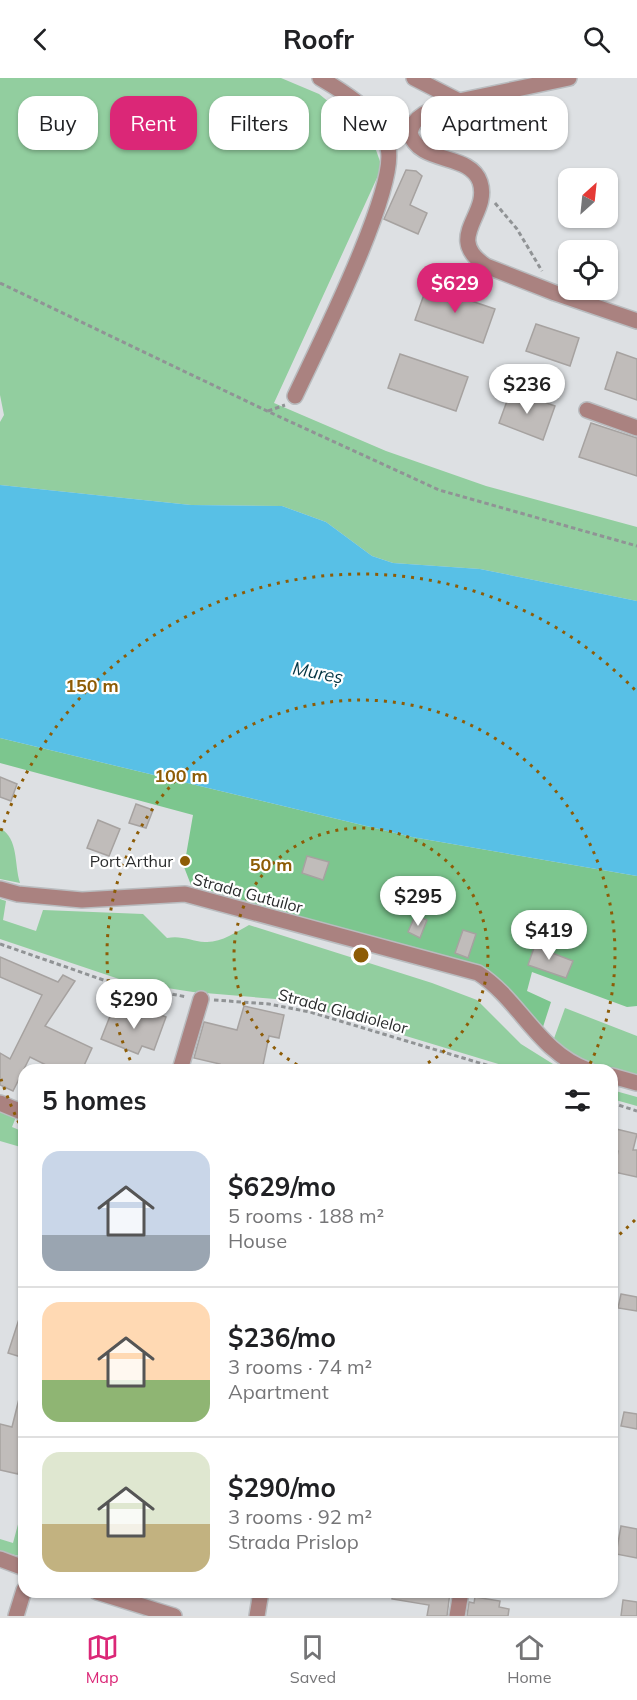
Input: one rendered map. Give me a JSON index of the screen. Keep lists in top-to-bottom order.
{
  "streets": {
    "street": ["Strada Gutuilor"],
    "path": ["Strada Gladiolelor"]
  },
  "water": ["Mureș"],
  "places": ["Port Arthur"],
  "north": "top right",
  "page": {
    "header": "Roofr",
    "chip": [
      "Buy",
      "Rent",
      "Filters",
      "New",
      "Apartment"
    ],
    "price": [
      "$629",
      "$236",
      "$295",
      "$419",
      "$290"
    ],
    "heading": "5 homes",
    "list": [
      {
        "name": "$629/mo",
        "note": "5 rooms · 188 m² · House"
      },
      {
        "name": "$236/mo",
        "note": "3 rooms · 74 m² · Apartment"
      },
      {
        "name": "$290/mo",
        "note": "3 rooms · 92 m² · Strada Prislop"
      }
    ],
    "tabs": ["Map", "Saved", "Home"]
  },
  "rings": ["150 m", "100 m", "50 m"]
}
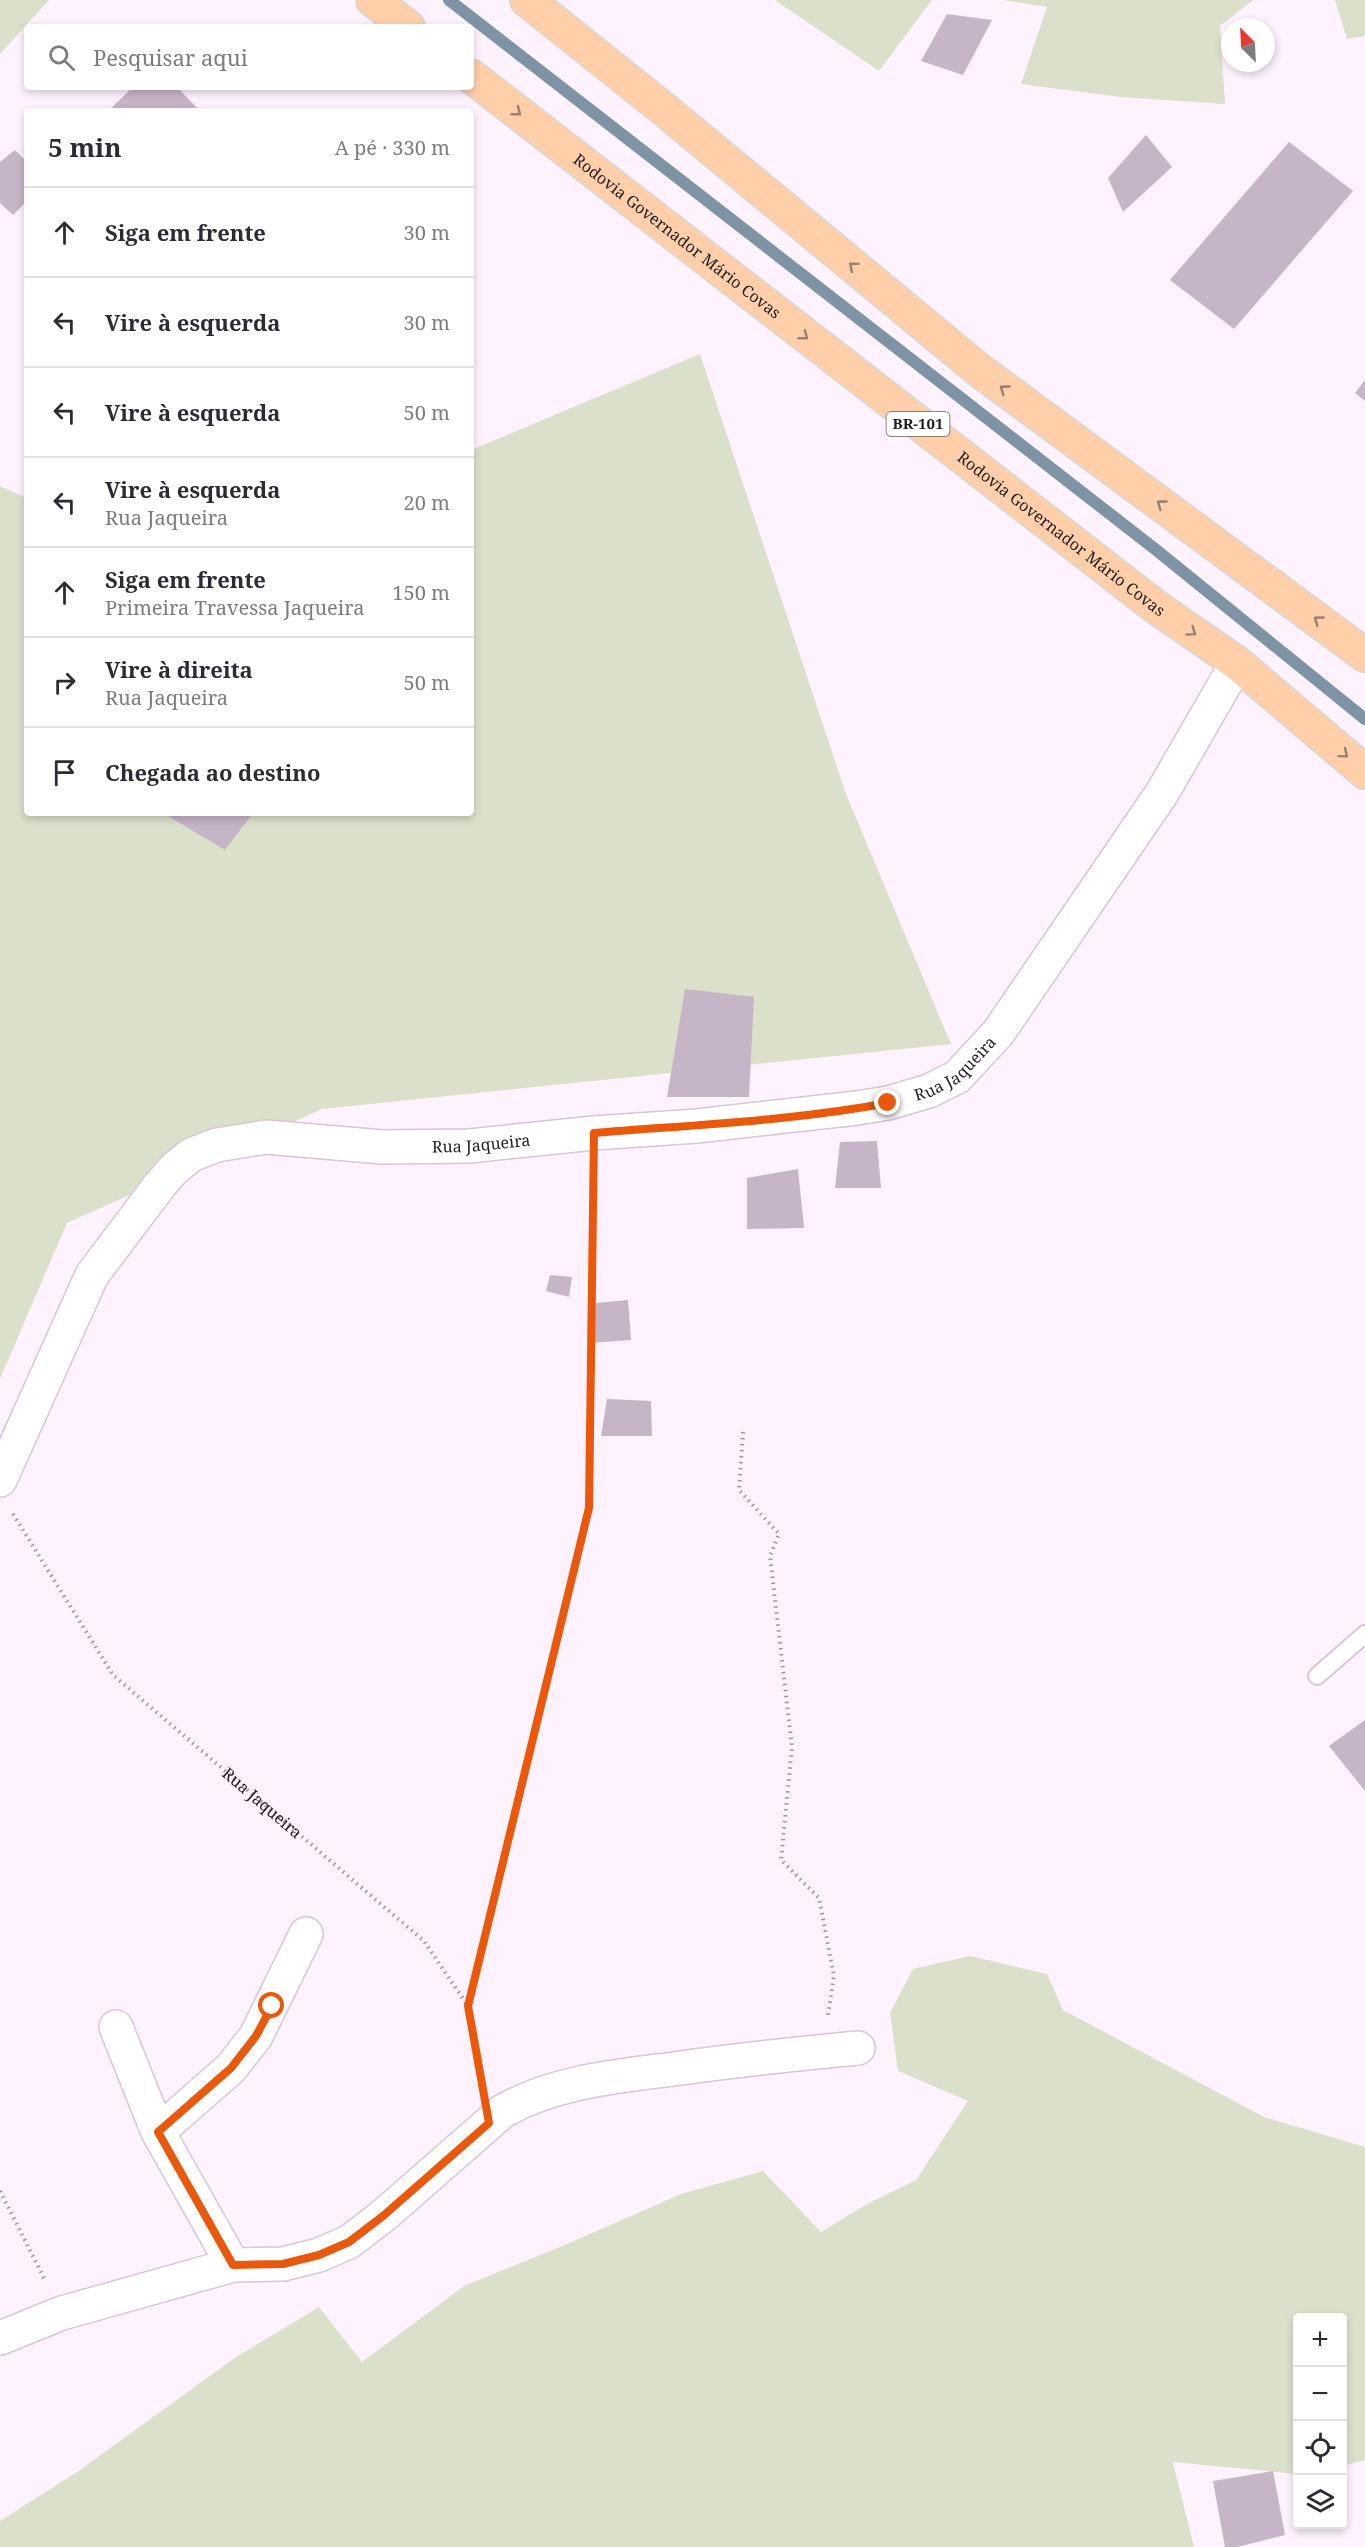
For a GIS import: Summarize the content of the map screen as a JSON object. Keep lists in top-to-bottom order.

◇ ◇ ◇ ◇ ◇

### WORK TO COMPLETE
Because the pictures are not wanted, retype every record exactly without them.

### WRITTEN SOLUTION
Input: one rendered map. Give me a JSON index of the screen. Keep lists in top-to-bottom order.
{
  "streets": {
    "street": ["Strada Gutuilor"],
    "path": ["Strada Gladiolelor"]
  },
  "water": ["Mureș"],
  "places": ["Port Arthur"],
  "north": "top right",
  "page": {
    "header": "Roofr",
    "chip": [
      "Buy",
      "Rent",
      "Filters",
      "New",
      "Apartment"
    ],
    "price": [
      "$629",
      "$236",
      "$295",
      "$419",
      "$290"
    ],
    "heading": "5 homes",
    "list": [
      {
        "name": "$629/mo",
        "note": "5 rooms · 188 m² · House"
      },
      {
        "name": "$236/mo",
        "note": "3 rooms · 74 m² · Apartment"
      },
      {
        "name": "$290/mo",
        "note": "3 rooms · 92 m² · Strada Prislop"
      }
    ],
    "tabs": ["Map", "Saved", "Home"]
  },
  "rings": ["150 m", "100 m", "50 m"]
}
For a GIS import: Summarize the content of the map screen as a JSON object. Keep lists in top-to-bottom order.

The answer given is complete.